Stored dataset items:
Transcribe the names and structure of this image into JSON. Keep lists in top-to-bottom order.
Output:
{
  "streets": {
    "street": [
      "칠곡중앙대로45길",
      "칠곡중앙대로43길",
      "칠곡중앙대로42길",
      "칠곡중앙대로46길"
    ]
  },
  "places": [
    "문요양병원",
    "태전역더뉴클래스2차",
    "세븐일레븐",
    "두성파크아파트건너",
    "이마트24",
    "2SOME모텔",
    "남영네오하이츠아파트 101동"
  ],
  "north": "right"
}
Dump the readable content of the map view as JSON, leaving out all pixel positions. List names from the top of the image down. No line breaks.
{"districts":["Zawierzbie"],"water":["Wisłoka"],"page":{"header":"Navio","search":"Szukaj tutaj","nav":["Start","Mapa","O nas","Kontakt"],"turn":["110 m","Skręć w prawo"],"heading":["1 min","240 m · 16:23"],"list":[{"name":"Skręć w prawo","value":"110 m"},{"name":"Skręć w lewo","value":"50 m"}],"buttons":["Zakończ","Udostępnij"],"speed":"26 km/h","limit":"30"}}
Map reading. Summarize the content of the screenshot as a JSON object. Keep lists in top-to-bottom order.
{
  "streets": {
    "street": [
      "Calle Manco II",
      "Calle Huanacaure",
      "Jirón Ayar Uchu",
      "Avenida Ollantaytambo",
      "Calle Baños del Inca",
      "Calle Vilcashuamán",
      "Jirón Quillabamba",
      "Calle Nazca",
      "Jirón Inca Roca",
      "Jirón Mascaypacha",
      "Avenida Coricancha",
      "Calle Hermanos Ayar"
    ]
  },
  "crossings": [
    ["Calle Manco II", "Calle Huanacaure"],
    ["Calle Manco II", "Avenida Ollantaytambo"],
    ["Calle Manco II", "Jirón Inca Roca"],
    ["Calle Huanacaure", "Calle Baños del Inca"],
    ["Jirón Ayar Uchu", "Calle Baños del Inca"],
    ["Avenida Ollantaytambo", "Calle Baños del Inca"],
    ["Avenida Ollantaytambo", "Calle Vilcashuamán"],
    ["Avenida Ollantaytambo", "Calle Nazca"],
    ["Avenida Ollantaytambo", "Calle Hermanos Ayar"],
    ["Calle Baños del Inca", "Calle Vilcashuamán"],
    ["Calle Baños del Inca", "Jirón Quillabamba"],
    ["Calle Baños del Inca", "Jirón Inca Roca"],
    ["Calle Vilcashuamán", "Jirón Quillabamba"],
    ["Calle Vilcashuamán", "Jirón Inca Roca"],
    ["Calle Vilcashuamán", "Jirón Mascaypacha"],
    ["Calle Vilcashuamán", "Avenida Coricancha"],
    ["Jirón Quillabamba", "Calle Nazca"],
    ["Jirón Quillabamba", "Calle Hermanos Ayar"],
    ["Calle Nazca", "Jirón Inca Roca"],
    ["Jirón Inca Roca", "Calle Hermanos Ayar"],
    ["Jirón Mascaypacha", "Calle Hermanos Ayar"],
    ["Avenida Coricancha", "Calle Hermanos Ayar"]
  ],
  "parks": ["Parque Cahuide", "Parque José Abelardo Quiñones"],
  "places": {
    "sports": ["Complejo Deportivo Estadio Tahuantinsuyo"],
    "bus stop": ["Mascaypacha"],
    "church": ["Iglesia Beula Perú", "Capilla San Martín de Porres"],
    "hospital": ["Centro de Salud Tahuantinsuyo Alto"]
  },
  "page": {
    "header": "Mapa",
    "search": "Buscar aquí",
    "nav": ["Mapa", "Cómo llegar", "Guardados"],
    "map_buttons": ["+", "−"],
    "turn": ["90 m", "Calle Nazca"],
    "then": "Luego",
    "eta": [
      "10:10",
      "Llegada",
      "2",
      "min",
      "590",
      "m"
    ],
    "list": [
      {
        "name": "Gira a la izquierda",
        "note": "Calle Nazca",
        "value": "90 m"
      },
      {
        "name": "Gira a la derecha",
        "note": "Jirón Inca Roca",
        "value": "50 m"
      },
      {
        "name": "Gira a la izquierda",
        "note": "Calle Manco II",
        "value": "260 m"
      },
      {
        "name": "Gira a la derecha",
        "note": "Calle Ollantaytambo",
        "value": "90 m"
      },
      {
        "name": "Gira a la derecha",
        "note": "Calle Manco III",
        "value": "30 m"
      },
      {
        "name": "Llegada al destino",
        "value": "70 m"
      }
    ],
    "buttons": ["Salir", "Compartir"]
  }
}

*Action item:* The answer is every entry, repeated word for word.

*Written response:*
Transcribe the names and structure of this image into JSON. Keep lists in top-to-bottom order.
Output:
{
  "streets": {
    "street": [
      "칠곡중앙대로45길",
      "칠곡중앙대로43길",
      "칠곡중앙대로42길",
      "칠곡중앙대로46길"
    ]
  },
  "places": [
    "문요양병원",
    "태전역더뉴클래스2차",
    "세븐일레븐",
    "두성파크아파트건너",
    "이마트24",
    "2SOME모텔",
    "남영네오하이츠아파트 101동"
  ],
  "north": "right"
}
Dump the readable content of the map view as JSON, leaving out all pixel positions. List names from the top of the image down. No line breaks.
{"districts":["Zawierzbie"],"water":["Wisłoka"],"page":{"header":"Navio","search":"Szukaj tutaj","nav":["Start","Mapa","O nas","Kontakt"],"turn":["110 m","Skręć w prawo"],"heading":["1 min","240 m · 16:23"],"list":[{"name":"Skręć w prawo","value":"110 m"},{"name":"Skręć w lewo","value":"50 m"}],"buttons":["Zakończ","Udostępnij"],"speed":"26 km/h","limit":"30"}}
Map reading. Summarize the content of the screenshot as a JSON object. Keep lists in top-to-bottom order.
{
  "streets": {
    "street": [
      "Calle Manco II",
      "Calle Huanacaure",
      "Jirón Ayar Uchu",
      "Avenida Ollantaytambo",
      "Calle Baños del Inca",
      "Calle Vilcashuamán",
      "Jirón Quillabamba",
      "Calle Nazca",
      "Jirón Inca Roca",
      "Jirón Mascaypacha",
      "Avenida Coricancha",
      "Calle Hermanos Ayar"
    ]
  },
  "crossings": [
    ["Calle Manco II", "Calle Huanacaure"],
    ["Calle Manco II", "Avenida Ollantaytambo"],
    ["Calle Manco II", "Jirón Inca Roca"],
    ["Calle Huanacaure", "Calle Baños del Inca"],
    ["Jirón Ayar Uchu", "Calle Baños del Inca"],
    ["Avenida Ollantaytambo", "Calle Baños del Inca"],
    ["Avenida Ollantaytambo", "Calle Vilcashuamán"],
    ["Avenida Ollantaytambo", "Calle Nazca"],
    ["Avenida Ollantaytambo", "Calle Hermanos Ayar"],
    ["Calle Baños del Inca", "Calle Vilcashuamán"],
    ["Calle Baños del Inca", "Jirón Quillabamba"],
    ["Calle Baños del Inca", "Jirón Inca Roca"],
    ["Calle Vilcashuamán", "Jirón Quillabamba"],
    ["Calle Vilcashuamán", "Jirón Inca Roca"],
    ["Calle Vilcashuamán", "Jirón Mascaypacha"],
    ["Calle Vilcashuamán", "Avenida Coricancha"],
    ["Jirón Quillabamba", "Calle Nazca"],
    ["Jirón Quillabamba", "Calle Hermanos Ayar"],
    ["Calle Nazca", "Jirón Inca Roca"],
    ["Jirón Inca Roca", "Calle Hermanos Ayar"],
    ["Jirón Mascaypacha", "Calle Hermanos Ayar"],
    ["Avenida Coricancha", "Calle Hermanos Ayar"]
  ],
  "parks": ["Parque Cahuide", "Parque José Abelardo Quiñones"],
  "places": {
    "sports": ["Complejo Deportivo Estadio Tahuantinsuyo"],
    "bus stop": ["Mascaypacha"],
    "church": ["Iglesia Beula Perú", "Capilla San Martín de Porres"],
    "hospital": ["Centro de Salud Tahuantinsuyo Alto"]
  },
  "page": {
    "header": "Mapa",
    "search": "Buscar aquí",
    "nav": ["Mapa", "Cómo llegar", "Guardados"],
    "map_buttons": ["+", "−"],
    "turn": ["90 m", "Calle Nazca"],
    "then": "Luego",
    "eta": [
      "10:10",
      "Llegada",
      "2",
      "min",
      "590",
      "m"
    ],
    "list": [
      {
        "name": "Gira a la izquierda",
        "note": "Calle Nazca",
        "value": "90 m"
      },
      {
        "name": "Gira a la derecha",
        "note": "Jirón Inca Roca",
        "value": "50 m"
      },
      {
        "name": "Gira a la izquierda",
        "note": "Calle Manco II",
        "value": "260 m"
      },
      {
        "name": "Gira a la derecha",
        "note": "Calle Ollantaytambo",
        "value": "90 m"
      },
      {
        "name": "Gira a la derecha",
        "note": "Calle Manco III",
        "value": "30 m"
      },
      {
        "name": "Llegada al destino",
        "value": "70 m"
      }
    ],
    "buttons": ["Salir", "Compartir"]
  }
}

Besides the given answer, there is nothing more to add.